What happened:
Calling read_parquet with filters in DNF format (i.e. List of Lists of Tuples), using the fastparquet backend, does not filter partitions and returns all partitions instead.
What you expected to happen:
I expected filters to be applied as stated in the documentation of read_parquet.
Minimal Complete Verifiable Example:
I expect the following to return parts that have dataset_name == 'option1' OR dataset_name == 'option2'. Instead, all the partitions are returned regardless of dataset_name.
from dask import dataframe as dd
dd.read_parquet(
'/some/path/to.parquet', infer_divisions=True,
filters=[
[
('dataset_name', '==', 'option1'),
('dataset_name', '==', 'option2')
]
])
Anything else we need to know?:
From a shallow analysis, seems fastparquet.api.filter_out_cats does not handle the "list of lists of tuples" input, and expects only list of tuples. The former does not crash the code but results in a nonsensical comparison in the fastparquet code where the tuple is compared against the column name, so that a filter is never applied.
Environment:
This seems like a fastparquet bug to me. You might be better off opening it over there.
Thanks @jsignell for the reply. I don't claim to be an expert but the mentioned fastparquet API does not seem to support the input it is being given by dask.
See this function: https://github.com/dask/fastparquet/blob/2527bca33b0137fca6cc800fc4a264c37f63f02c/fastparquet/api.py#L803
It claims to support only list of tuples, and from reading the code it joins those filters with an AND.

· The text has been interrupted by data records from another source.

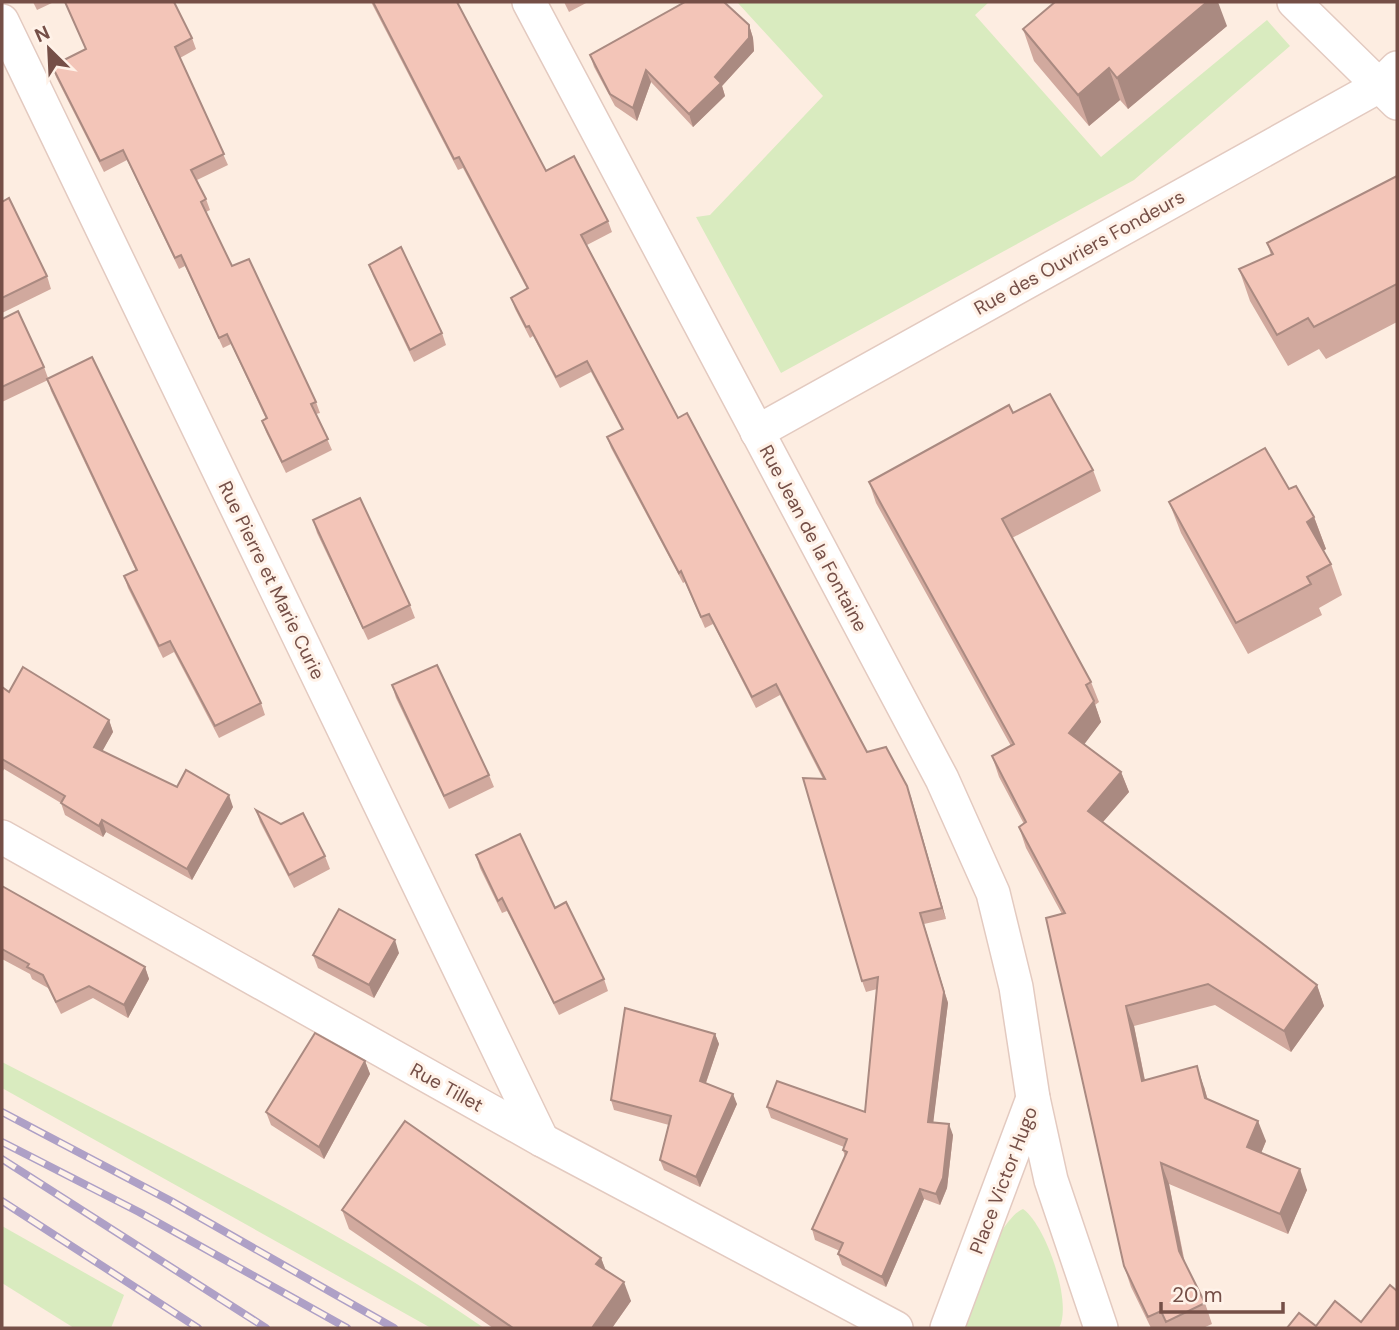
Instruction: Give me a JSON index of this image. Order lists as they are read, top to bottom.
{
  "streets": {
    "street": [
      "Rue des Ouvriers Fondeurs",
      "Rue Jean de la Fontaine",
      "Rue Pierre et Marie Curie",
      "Rue Tillet",
      "Place Victor Hugo"
    ]
  },
  "crossings": [
    ["Rue des Ouvriers Fondeurs", "Rue Jean de la Fontaine"],
    ["Rue Jean de la Fontaine", "Place Victor Hugo"],
    ["Rue Pierre et Marie Curie", "Rue Tillet"]
  ],
  "scale_bar": "20 m",
  "north": "top left"
}
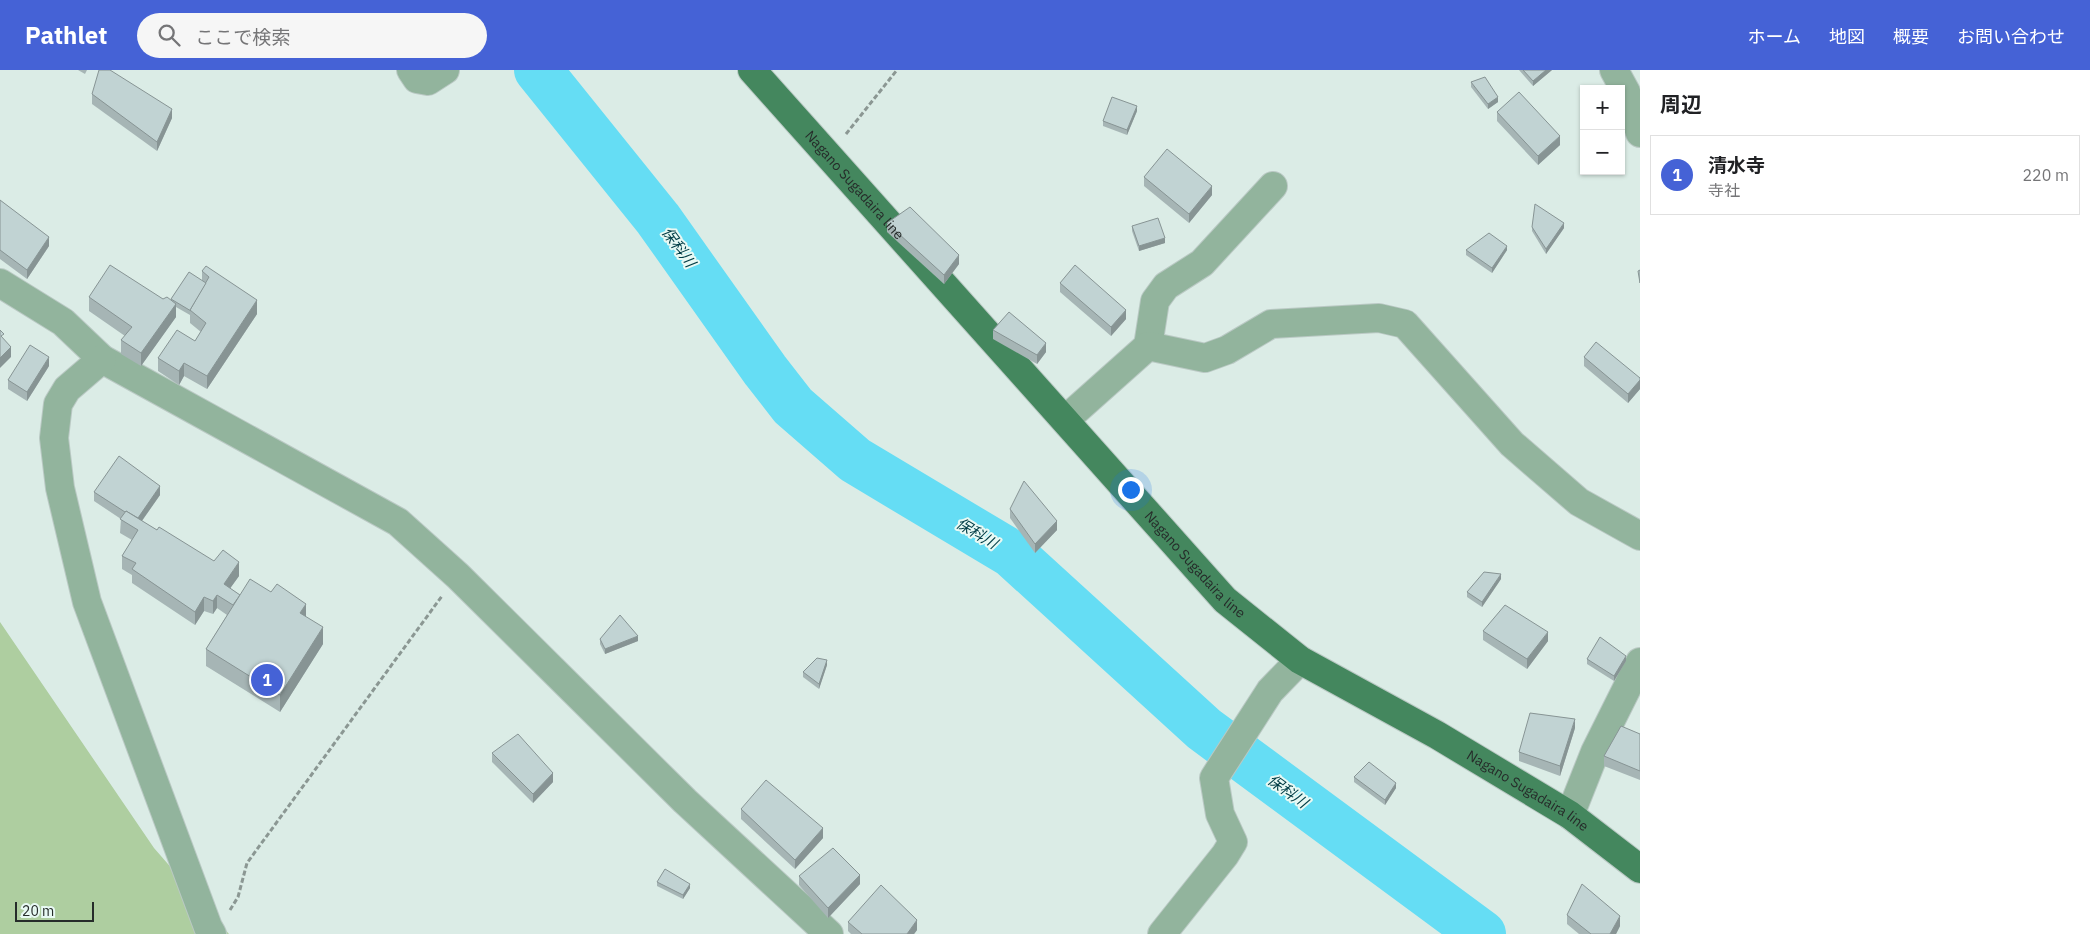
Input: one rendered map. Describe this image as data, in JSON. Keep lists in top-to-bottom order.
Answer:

On the other hand, dask documentation for read_parquet claims to support full DNF annotations regardless of backend, and it passes this input as-is to fp. So this might be semantics, but I don't see it as a "bug" on fp side.
Also, I think this bug only occurs for filters on columns that are "partitioned by" on disk.
Ah ok sorry I misunderstood. So it sounds like the solution is better docs on what is actually supported on the different parquet engines. Would you be interested in improving the docs with a note about this? If so you can go ahead and open a pull request.
My vote would be to upgrade the fastparquet logic to match the doc as filtering is kind of useless for multi-partitioned data otherwise.
My vote would be to upgrade the fastparquet logic to match the doc as filtering is kind of useless for multi-partitioned data otherwise.
You are welcome to open an issue or PR over on fastparquet to request this feature, but in the meantime I think the docs should be made to reflect reality :)